LLM2020 - Syndicate accounts: accounting rules until 2004: three-year accounting
Until 31 December 2004 Lloyd’s syndicates used a form
of three-year funded accounting on an underwriting year basis.
Premiums, claims and associated expenses are related to the
underwriting year in which the policy incepts. The recognition of
profit or loss of the underwriting year is deferred until the year
is closed, which is at the 36 month point at the earliest.
As a syndicate is an annual joint venture the profit or loss
from business written in the year to which it relates must be
separately accounted for. Under the three-year accounting system,
the syndicate produced a single set of statements within which
there were separate underwriting accounts for each underwriting
year or ‘account’.
All premiums received go into a premium trust fund (PTF
– see
LLM1090), maintained by the managing
agent. All claims and other expenses are paid from it.
No profit or loss is struck for the underwriting year at its
12-month point. Instead the balance of the ‘fund’ is
carried forward for two years after the end of the underwriting
year (that is, until the 36-month point). This allows time for
claims to arise and liabilities to be quantified.
The profit or loss for the year is struck at the 36-month
point by payment of a “Reinsurance to Close” (RITC)
premium (
LLM2060), unless the syndicate goes into
“run-off” (
LLM2070).
At any one time there are three open years of the syndicate,
more if earlier years have gone into run-off. For example, in the
case of a syndicate with no run-off years, at 31 December 2004
- the accounts for the 2002 underwriting year closed and the profit or loss was struck
- the accounts for the 2003 underwriting year were still open at their 24-month point
- the accounts for the 2004 underwriting year were still open at their 12-month point.
For open underwriting years, the balance of income and
expenditure was carried forward.

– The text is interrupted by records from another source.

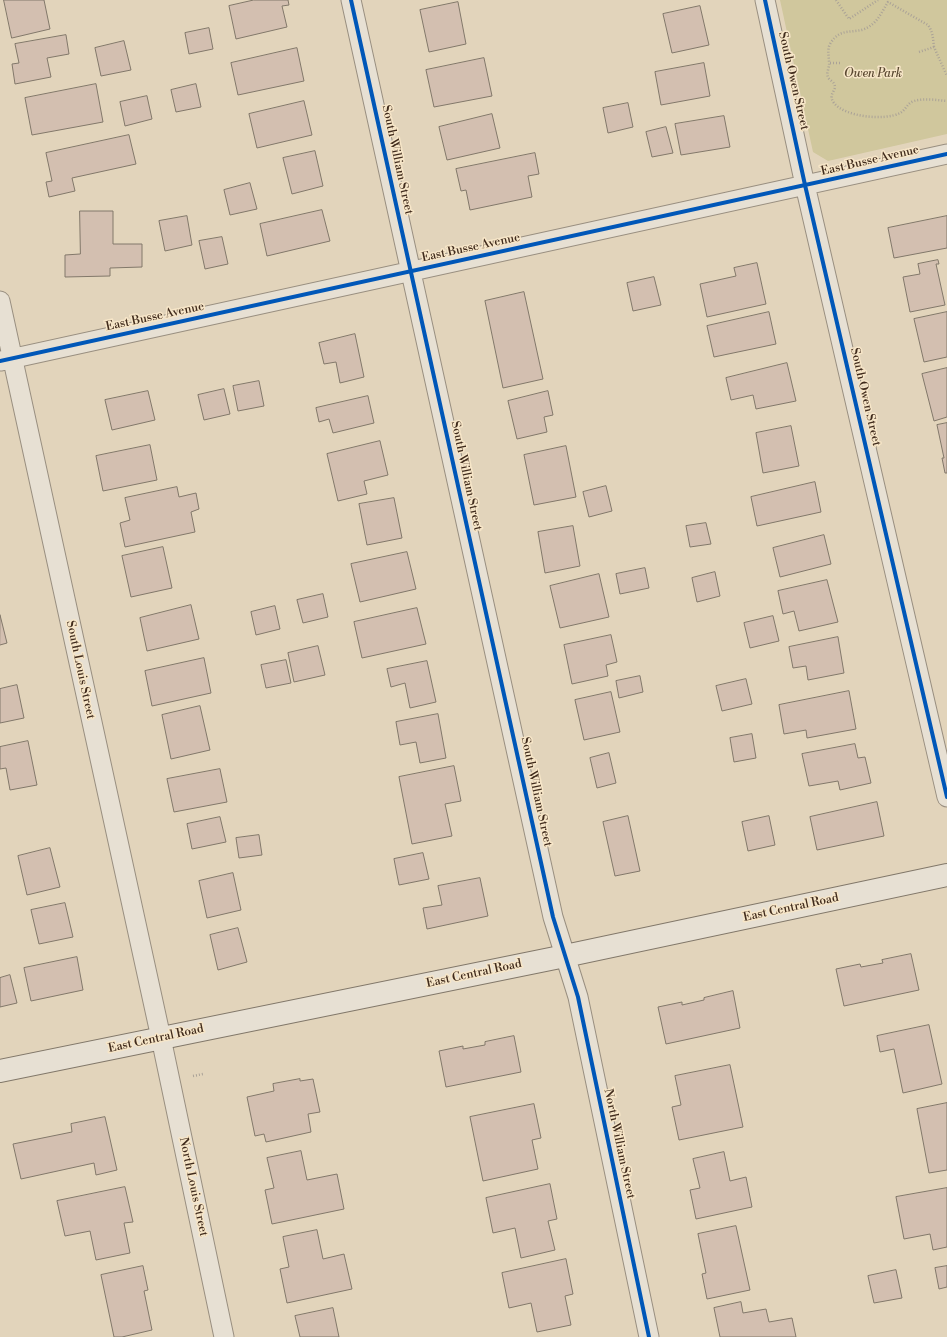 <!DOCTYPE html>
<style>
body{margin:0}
canvas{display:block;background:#e2d4bb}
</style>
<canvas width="947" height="1337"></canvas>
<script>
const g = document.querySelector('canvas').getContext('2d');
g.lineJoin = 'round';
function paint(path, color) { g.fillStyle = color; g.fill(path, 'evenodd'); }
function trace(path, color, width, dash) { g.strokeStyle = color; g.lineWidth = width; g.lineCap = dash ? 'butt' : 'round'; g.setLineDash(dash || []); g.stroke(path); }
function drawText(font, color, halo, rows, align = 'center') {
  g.font = font + ' "Libre Bodoni",serif'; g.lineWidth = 3; g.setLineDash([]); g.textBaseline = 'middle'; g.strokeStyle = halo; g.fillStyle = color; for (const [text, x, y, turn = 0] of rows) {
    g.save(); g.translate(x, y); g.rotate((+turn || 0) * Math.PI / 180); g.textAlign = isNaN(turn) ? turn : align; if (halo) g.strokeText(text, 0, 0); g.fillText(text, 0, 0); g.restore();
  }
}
paint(new Path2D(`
 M780,0H947V134L828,161L813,152Z`), '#d0c79d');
const building = new Path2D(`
 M4,0H44L50,29L12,38Z
 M254,0H288L289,5L282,6L287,27L236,39L229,6Z
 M458,2L466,44L429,52L420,10Z
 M700,6L709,45L672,53L663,14Z
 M209,28L213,49L189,54L185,33Z
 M66,35L69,54L47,58L51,77L15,84L12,64L19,63L15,44Z
 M124,41L131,70L101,76L95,48Z
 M297,48L304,81L238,95L231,63Z
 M484,58L492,96L434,107L426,70Z
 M704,63L710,96L661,105L655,72Z
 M96,84L103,122L32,135L25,98Z
 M196,84L201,107L176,112L171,90Z
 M147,96L152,119L125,126L120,102Z
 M304,101L312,135L257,148L249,114Z
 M628,103L633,127L608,133L603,108Z
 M492,114L500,148L447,160L439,127Z
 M724,116L730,147L681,155L675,124Z
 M666,127L673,153L652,157L646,132Z
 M129,135L136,164L72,178L75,191L49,197L46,182L52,181L46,153Z
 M315,151L323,186L292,194L283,158Z
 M535,153L539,174L528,176L532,197L470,210L466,190L461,191L456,169Z
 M250,183L257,209L230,215L224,190Z
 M322,210L330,241L267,256L260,224Z
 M80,211H113V244H142V267L110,268V276L65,277V255L80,254Z
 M187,216L192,245L165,251L159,221Z
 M947,216V248L894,258L888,228Z
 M222,237L228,264L205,269L199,241Z
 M938,260L939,264H936L945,305L910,312L903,277L920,274L918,264Z
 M757,263L766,304L707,317L700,284L736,276L734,268Z
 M654,277L661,305L633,311L627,283Z
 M524,292L543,379L503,388L485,301Z
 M769,312L776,344L714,357L707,326Z
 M947,312V357L924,362L914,319Z
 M355,334L364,377L340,383L336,362L324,364L319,343Z
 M787,363L796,401L756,409L753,395L731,400L726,378Z
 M947,368V417L934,421L922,374Z
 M259,381L264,406L238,411L233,386Z
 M224,389L230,414L204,420L198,395Z
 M148,391L155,420L112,430L105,400Z
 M548,391L553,415L544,417L547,432L517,439L508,401Z
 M368,396L374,423L333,433L329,419L319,422L316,408Z
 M947,423V473H945L942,458H944L937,425Z
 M791,426L799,466L763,473L756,433Z
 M380,441L388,475L364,481L367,494L338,501L327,454Z
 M150,445L157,480L103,491L96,456Z
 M566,446L576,497L534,505L524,455Z
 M815,482L821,512L757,526L751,497Z
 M606,486L612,511L589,517L583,492Z
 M177,487L179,497L196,493L199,509L191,512L195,532L125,547L120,523L130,520L125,498Z
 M394,498L402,538L367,545L359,504Z
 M706,523L711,544L690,547L686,526Z
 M573,526L580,566L545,573L538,532Z
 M824,535L831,564L780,577L773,548Z
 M163,547L172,588L131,597L122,556Z
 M407,552L416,589L360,602L351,564Z
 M645,568L649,588L620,594L616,574Z
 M715,572L720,596L697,602L692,578Z
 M599,574L609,617L560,628L550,586Z
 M827,580L838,622L799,631L794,611L783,614L778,591Z
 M323,594L328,617L303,623L297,600Z
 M191,605L199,639L147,651L140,618Z
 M275,606L280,629L256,635L251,612Z
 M417,608L426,644L362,658L354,622Z
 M0,615L7,643L0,645Z
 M773,616L779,641L750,648L744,623Z
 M611,635L617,662L606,665L608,676L572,684L564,645Z
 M838,637L844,673L808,680L806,666L793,668L789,647Z
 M318,646L325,675L294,682L288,653Z
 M204,658L211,693L152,706L145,671Z
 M286,660L291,683L266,688L261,665Z
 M427,661L436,702L410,708L405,683L391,687L387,669Z
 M640,676L643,692L619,698L616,681Z
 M746,679L752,704L722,711L716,686Z
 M17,685L24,718L0,723V689Z
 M849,691L856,729L807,738L806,730L784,734L779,705Z
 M611,692L620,732L584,740L575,700Z
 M200,706L210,750L171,759L162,715Z
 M438,714L446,758L420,763L416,742L400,745L396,722Z
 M752,734L756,758L734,762L730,738Z
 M28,741L37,785L10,790L6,768L0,769V747Z
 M855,744L858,758L865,757L871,783L840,790L838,781L809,786L802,754Z
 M609,753L616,783L597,788L590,758Z
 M454,766L461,801L445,804L452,836L412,844L399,777Z
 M220,769L227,802L174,812L167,779Z
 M877,802L884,836L817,850L810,817Z
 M628,816L640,871L615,876L603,822Z
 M769,816L775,845L748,851L742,822Z
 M220,817L226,842L192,849L187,824Z
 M259,835L262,855L239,858L236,838Z
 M50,848L60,887L27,895L18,856Z
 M423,853L429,879L399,885L394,859Z
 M233,873L241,910L207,918L199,881Z
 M480,878L488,916L427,929L423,908L442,905L438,886Z
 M65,903L73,937L39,944L31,910Z
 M238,928L247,962L218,970L210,935Z
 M911,954L919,990L844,1006L836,969L860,964L861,967L883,963L882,960Z
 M77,957L83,990L31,1001L24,968Z
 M10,975L17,1003L0,1007V978Z
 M733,991L740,1028L666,1044L658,1007L682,1002V1005L704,1000V998Z
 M929,1025L942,1084L903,1093L894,1049L880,1052L877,1036Z
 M514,1036L521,1072L446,1087L439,1051L463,1046V1049L485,1045V1042Z
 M730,1065L743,1127L679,1140L672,1107L681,1105L675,1076Z
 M300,1079V1081L313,1079L320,1112L308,1114L311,1132L266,1142L264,1134L255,1136L247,1097L274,1091L273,1084Z
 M947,1103V1170L929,1173L917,1109Z
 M534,1104L541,1138L532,1140L538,1169L483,1181L470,1117Z
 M105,1117L117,1170L96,1175L94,1163L21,1179L13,1144L72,1132L71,1124Z
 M301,1151L307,1180L337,1174L344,1209L272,1224L265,1190L274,1188L267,1158Z
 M724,1152L730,1181L746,1177L752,1207L696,1219L690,1190L700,1188L693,1159Z
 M550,1184L557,1219L548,1221L555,1250L521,1258L515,1228L493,1233L486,1198Z
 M125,1187L133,1222L124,1223L130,1253L96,1260L90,1231L65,1236L57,1201Z
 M947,1188V1247L933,1250L930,1234L904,1239L896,1197Z
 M736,1226L750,1290L707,1299L702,1274L706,1273L698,1234Z
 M317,1230L323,1259L344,1254L352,1289L287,1303L280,1269L289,1267L283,1237Z
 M566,1259L573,1294L565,1296L571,1325L537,1332L531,1303L509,1308L502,1273Z
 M143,1266L148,1290L144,1291L152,1330L122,1337H114L101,1275Z
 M947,1266V1287L939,1289L935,1268Z
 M896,1270L902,1298L874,1303L868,1276Z
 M741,1302L743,1313L766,1309L769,1322L792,1318L796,1337H720L714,1308Z
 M333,1308L339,1337H300L295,1316Z`);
paint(building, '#d3bfb0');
trace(building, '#82786a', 1);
const minor = new Path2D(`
 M351,0L553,917L578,997L649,1337
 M765,0L805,185L947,797
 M0,301L161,1038L224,1337
 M1,361L947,154`);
const secondary = new Path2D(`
 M0,1071L565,956L947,875`);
trace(minor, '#998f80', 21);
trace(secondary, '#82786a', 24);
trace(new Path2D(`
 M836,0L849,19L878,0
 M934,47C933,39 933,32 928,25L888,2C883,10 878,21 870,26C856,36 841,25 830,44C827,50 829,56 829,62C830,67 826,72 828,77C829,80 833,81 834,84C838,90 827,94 834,103C845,117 885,121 900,113C906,110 907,103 914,101C924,98 936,100 947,101
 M919,52L934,47L947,76
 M830,63H840
 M193,1076L203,1074`), '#aaa297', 2.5, [1, 2]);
trace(minor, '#e7e0d3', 19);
trace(secondary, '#e7e0d3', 22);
trace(new Path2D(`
 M351,0L553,917L578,997L649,1337
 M765,0L805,185L947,797
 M0,361L947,154`), '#0057b8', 4);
drawText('italic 12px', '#5a4831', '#f7e6c8', [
 ["Owen Park",873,74]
]);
drawText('12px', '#402b1c', '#f7e6c8', [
 ["South Owen Street",793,81,77],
 ["South William Street",397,160,78],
 ["East Busse Avenue",870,161,-13],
 ["East Busse Avenue",471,248,-12],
 ["East Busse Avenue",155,317,-12],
 ["South Owen Street",865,397,77],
 ["South William Street",466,476,78],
 ["South Louis Street",80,670,78],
 ["South William Street",536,792,78],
 ["East Central Road",791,908,-12],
 ["East Central Road",474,974,-12],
 ["East Central Road",156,1039,-12],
 ["North William Street",619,1144,78],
 ["North Louis Street",193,1187,78]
]);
</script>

A single balance sheet as at the
accounting date pooled the assets and liabilities for all
underwriting years covered by the accounts, with the balance on
each underwriting year shown separately as a liability. Where an
underwriting year was in a loss-making position, the balance would
usually be shown as a negative liability, not as an asset.

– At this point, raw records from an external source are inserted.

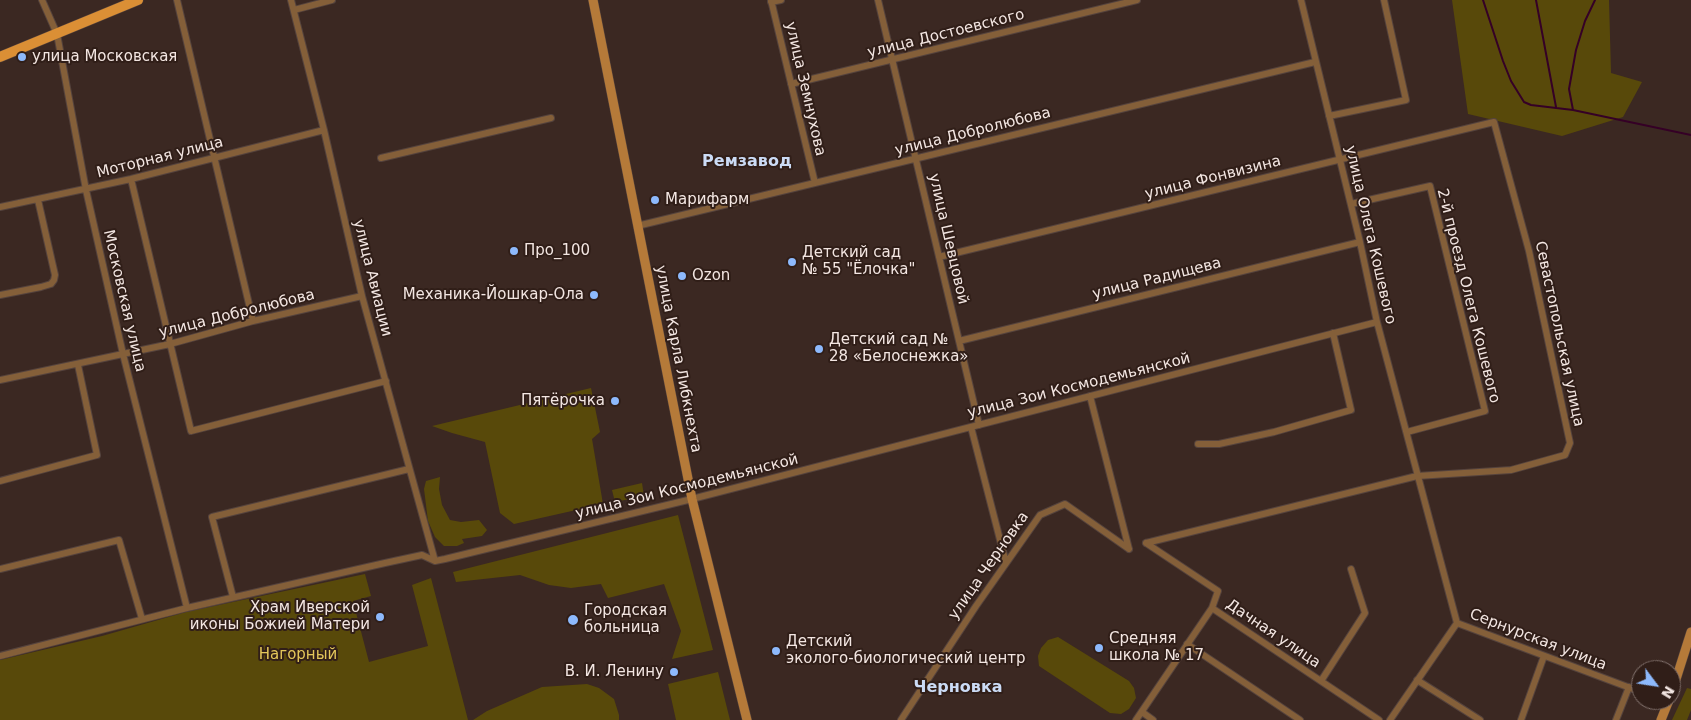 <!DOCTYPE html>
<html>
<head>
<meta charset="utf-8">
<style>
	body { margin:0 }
	#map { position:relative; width:1691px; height:720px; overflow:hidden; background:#3b2822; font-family:"DejaVu Sans",sans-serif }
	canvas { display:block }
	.north { position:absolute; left:1631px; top:660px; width:50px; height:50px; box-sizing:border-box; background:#301e18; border:1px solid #7e6e69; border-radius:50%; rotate:121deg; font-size:14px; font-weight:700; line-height:20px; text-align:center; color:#f3e6e2 }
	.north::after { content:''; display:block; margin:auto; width:18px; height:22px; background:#8db9fc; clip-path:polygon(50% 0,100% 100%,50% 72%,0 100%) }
</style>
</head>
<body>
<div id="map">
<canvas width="1691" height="720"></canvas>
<div class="north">N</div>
</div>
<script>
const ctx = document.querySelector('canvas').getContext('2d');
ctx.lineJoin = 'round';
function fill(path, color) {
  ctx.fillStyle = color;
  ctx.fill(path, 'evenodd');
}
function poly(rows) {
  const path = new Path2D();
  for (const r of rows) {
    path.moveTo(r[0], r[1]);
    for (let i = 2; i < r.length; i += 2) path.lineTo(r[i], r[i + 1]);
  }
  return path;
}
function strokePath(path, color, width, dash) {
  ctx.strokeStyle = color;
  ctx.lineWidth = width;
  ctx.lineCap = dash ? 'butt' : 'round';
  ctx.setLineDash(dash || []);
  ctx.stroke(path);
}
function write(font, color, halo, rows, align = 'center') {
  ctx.font = font + ' "DejaVu Sans",sans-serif';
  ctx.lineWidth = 4;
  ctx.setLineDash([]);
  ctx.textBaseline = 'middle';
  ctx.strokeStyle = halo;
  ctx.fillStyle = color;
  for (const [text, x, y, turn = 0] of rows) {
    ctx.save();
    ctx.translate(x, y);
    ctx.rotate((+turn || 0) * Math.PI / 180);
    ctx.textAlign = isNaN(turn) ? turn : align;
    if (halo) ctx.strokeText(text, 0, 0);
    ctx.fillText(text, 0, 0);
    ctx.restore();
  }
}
fill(poly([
	[1452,0,1609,0,1611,73,1642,82,1623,117,1562,136,1468,114],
	[591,388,600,432,592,439,603,504,514,524,500,513,485,442,452,433,432,426],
	[440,477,439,489,442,505,450,520,461,522,479,520,487,530,482,536,462,539,464,543,457,546,444,546,435,537,428,521,424,489,426,481],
	[642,483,644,496,615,502,612,490],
	[678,515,713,650,672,659,681,631,664,584,608,598,601,584,571,588,549,585,520,575,456,582,453,572],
	[365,574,371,596,353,601,369,662,428,646,412,585,431,578,468,720,0,720,0,660,102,636,186,612],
	[1058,637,1129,681,1134,688,1136,698,1129,709,1121,714,1110,713,1039,666,1038,656,1041,648,1048,640],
	[718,672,730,720,676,720,668,684],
	[587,684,599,688,614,699,619,715,619,720,473,720,487,711,542,687],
	[1687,688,1691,689,1691,710,1687,720,1672,720]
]), '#58490a');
strokePath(poly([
	[1483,0,1503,61,1511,81,1524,102],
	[1536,0,1556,107],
	[1524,102,1531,105,1573,110,1691,135],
	[1573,110,1569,89,1576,50,1585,21,1595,0]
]), '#350026', 2);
const minor = poly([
	[42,0,57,34,86,190,123,354,187,608],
	[177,0,253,321],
	[291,0,324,130,362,296,435,561],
	[771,0,815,183],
	[878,0,979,425],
	[1301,0,1360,242,1377,322,1457,623,1641,692],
	[771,2,781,0],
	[294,10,332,0],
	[791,84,1137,0],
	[1329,116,1406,100,1384,0],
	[381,158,551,118],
	[131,179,191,431,386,381],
	[1351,204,1430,186,1485,411,1407,432],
	[0,207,131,179,324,130],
	[637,226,1315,62],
	[939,257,1494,122,1529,251,1570,443,1565,455,1511,470,1417,476,1146,543],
	[0,295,41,287,51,284,54,280,55,275,38,200],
	[959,341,1360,242],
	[0,380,170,344,253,321,362,296],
	[1090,396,1129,549],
	[971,427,1006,563],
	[1198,444,1219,444,1274,432,1351,410,1333,333],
	[0,481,97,455,78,365],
	[0,569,119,540,142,619],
	[233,597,212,517,409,469],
	[1212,608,1379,720],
	[1187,644,1300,720],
	[0,656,187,608,385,563,422,555,435,561,445,559,692,499,1377,322],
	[1417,680,1480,720],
	[1321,681,1365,613,1351,569],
	[1142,712,1153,720],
	[901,720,976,606,1040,515,1065,504,1129,549],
	[1136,720,1212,608,1218,591,1146,543],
	[1390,720,1457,623],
	[1521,720,1544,656],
	[1616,720,1629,687]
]);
const secondary = poly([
	[593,0,692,499,747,720],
	[1671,695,1691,632],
	[1661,720,1669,700]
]);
const primary = poly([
	[0,57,138,0]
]);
strokePath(minor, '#55433d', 8);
strokePath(secondary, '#55433d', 10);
strokePath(primary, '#55433d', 11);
strokePath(minor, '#845f39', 6);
strokePath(secondary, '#b57a39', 9);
strokePath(primary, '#db8f35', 10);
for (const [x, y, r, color] of [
	[22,57,5,"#8db9fc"],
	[655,200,5,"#8db9fc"],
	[514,251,5,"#8db9fc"],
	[792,262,5,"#8db9fc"],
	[682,276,5,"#8db9fc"],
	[594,295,5,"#8db9fc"],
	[819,349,5,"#8db9fc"],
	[615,401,5,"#8db9fc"],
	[380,617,5,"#8db9fc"],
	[573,620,6,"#8db9fc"],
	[1099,648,5,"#8db9fc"],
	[776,651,5,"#8db9fc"],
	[674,672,5,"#8db9fc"]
]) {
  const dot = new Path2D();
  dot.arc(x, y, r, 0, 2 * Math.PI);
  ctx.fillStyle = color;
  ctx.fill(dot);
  strokePath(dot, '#301e18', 2);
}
write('15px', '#f3e6e2', '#301e18', [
	["улица Достоевского",946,34,-14],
	["улица Земнухова",805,89,77],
	["улица Добролюбова",973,132,-14],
	["Моторная улица",160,158,-14],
	["улица Фонвизина",1213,178,-14],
	["улица Олега Кошевого",1370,235,77],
	["улица Шевцовой",948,239,77],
	["улица Авиации",372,278,76],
	["улица Радищева",1157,279,-14],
	["2-й проезд Олега Кошевого",1468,296,76],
	["Московская улица",124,301,77],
	["улица Добролюбова",237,314,-14],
	["Севастопольская улица",1559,334,78],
	["улица Карла Либкнехта",678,359,79],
	["улица Зои Космодемьянской",1079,386,-14],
	["улица Зои Космодемьянской",687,487,-14],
	["улица Черновка",989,566,-55],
	["Дачная улица",1273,634,34],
	["Сернурская улица",1538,640,21]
]);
write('15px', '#f3e6e2', '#301e18', [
	["улица Московская",32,57],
	["Марифарм",665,200],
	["Про_100",524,251],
	["Детский сад",802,253],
	["№ 55 \"Ёлочка\"",802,270],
	["Ozon",692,276],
	["Механика-Йошкар-Ола",584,295,"right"],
	["Детский сад №",829,340],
	["28 «Белоснежка»",829,357],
	["Пятёрочка",605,401,"right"],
	["Храм Иверской",370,608,"right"],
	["иконы Божией Матери",370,625,"right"],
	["Городская",584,611],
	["больница",584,628],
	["Средняя",1109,639],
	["школа № 17",1109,656],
	["Детский",786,642],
	["эколого-биологический центр",786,659],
	["В. И. Ленину",664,672,"right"]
], 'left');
write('15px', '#e3c65a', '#301e18', [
	["Нагорный",298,655]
]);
write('bold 16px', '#cbdbf5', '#301e18', [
	["Ремзавод",747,162],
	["Черновка",958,688]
]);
</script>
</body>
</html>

The amount shown on the balance sheet as the balance on the
closing year would rarely be the same as the amount shown in the
underwriting year account for the same year. This was because the
profit or loss shown in the underwriting year account did not take
account of personal expenses (
LLM2160). A note to the accounts
reconciled the two figures.
LLM2200 gives an example of accounts
prepared under three year accounting.